The Company asserts that the logic of the arbitrator's award is faulty because he described the annual nature of the longevity increases as an "undisputed fact." As the district court again correctly found a fair reading of the arbitrator's opinion and award as a whole, obviously shows that the arbitrator concluded the contract required annual longevity increases only after he considered the language of the agreement and the conflicting positions of the parties. The fact that he described annual longevity increases as an "undisputed fact" is thus irrelevant.
The Company's final argument is that the arbitrator's award should be vacated because the arbitrator ruled on an issue that was not submitted to him. The Company claims that the only issue submitted to the arbitrator was when the one longevity increase was to be paid, and thus an award of more than one longevity increase during the term of the CBA was beyond the limits of the issue submitted to arbitration.
As we stated in Champion International Corp. v. United Paperworkers International Union, 779 F.2d 328 (6th Cir.1985), "the extraordinary deference given to an arbitrator's ultimate decision on the merits applies equally to an arbitrator's decision that the parties have indeed submitted a particular issue for arbitration." Id. at 335. Upon a review of the evidence in this case, it is clear that the arbitrator properly determined that he was to interpret Article XXIV, without being restricted to awarding only one longevity increase.
Accordingly, judgment in favor of United Steelworkers of America, AFL-CIO is hereby affirmed.
BOYCE F. MARTIN, Jr., Circuit Judge, concurring.
I agree with Judge Boggs that the review of arbitration decisions is a standardless enterprise. Unfortunately, I disagree with Judge Boggs on the conclusion he reaches in this case. I feel that Judge Zatkoff has in his majority opinion reached a conclusion which is supported by the facts in the record and the law which he has applied. I therefore join with Judge Zatkoff in the majority decision in this case.
BOGGS, Circuit Judge, dissenting.
Review of arbitration decisions is one of the more difficult and standardless enterprises facing an appellate judge. The basic statements of the rules for such review seem quite definitive:
It is the arbitrator's construction which was bargained for; and so far as the arbitrator's decision concerns construction of the contract, the courts have no business overruling him because their interpretation of the contract is different from his.
United Steelworkers v. Enterprise Wheel & Car. Corp., 363 U.S. 593, 599, 80 S.Ct. 1358, 1362, 4 L.Ed.2d 1424 (1960) (emphasis added).
[A]s long as the arbitrator is even arguably construing or applying the contract nd acting within the scope of his authority, that a court is convinced [the arbitrator] committed serious error does not suffice to overturn his decision.
United Paperworkers Int'l Union v. Misco, Inc., 484 U.S. 29, 38, 108 S.Ct. 364, 371, 98 L.Ed.2d 286 (1987) (emphasis added).

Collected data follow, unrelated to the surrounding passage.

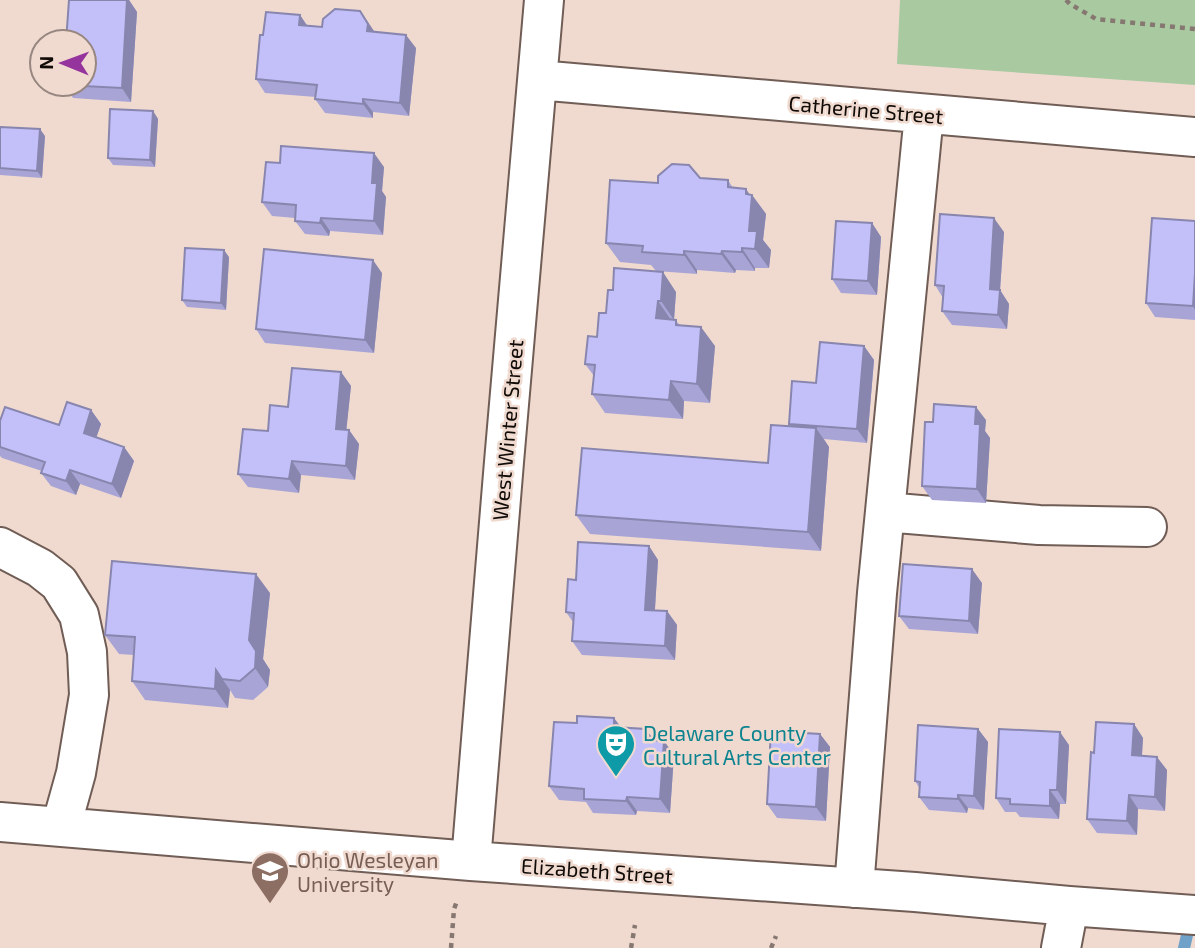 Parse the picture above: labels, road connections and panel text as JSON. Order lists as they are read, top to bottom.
{
  "streets": {
    "street": ["Catherine Street", "West Winter Street", "Elizabeth Street"]
  },
  "crossings": [
    ["Catherine Street", "West Winter Street"],
    ["West Winter Street", "Elizabeth Street"]
  ],
  "places": {
    "theatre": ["Delaware County Cultural Arts Center"],
    "school or university": ["Ohio Wesleyan University"]
  },
  "north": "left"
} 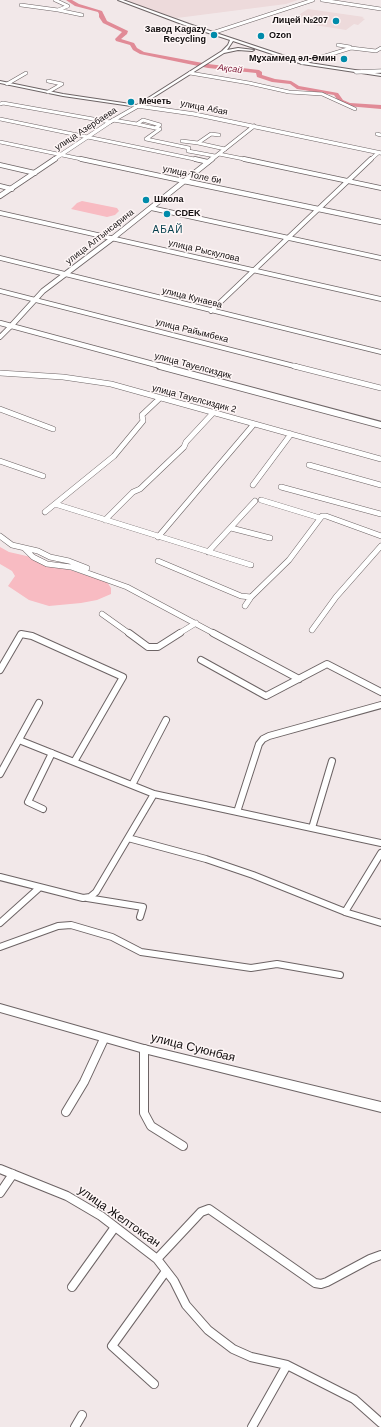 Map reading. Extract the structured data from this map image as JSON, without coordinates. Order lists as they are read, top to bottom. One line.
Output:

The arbitrator may not ignore the plain language of the contract; but the parties having authorized the arbitrator to give meaning to the language of the agreement, a court should not reject an award on the ground that the arbitrator misread the contract. Enterprise Wheel, supra, 363 U.S. at 599, 80 S.Ct. at 1362.
Ibid. (emphasis added).
Nevertheless, the National Labor Relations Act, 29 U.S.C. 185(a), does provide an avenue for review of labor arbitration decisions in federal court. That review is not an inevitable concomitant of the process of arbitration, and if that right is to be taken seriously, there must be some content to it, some line beyond which an arbitration decision will not be upheld.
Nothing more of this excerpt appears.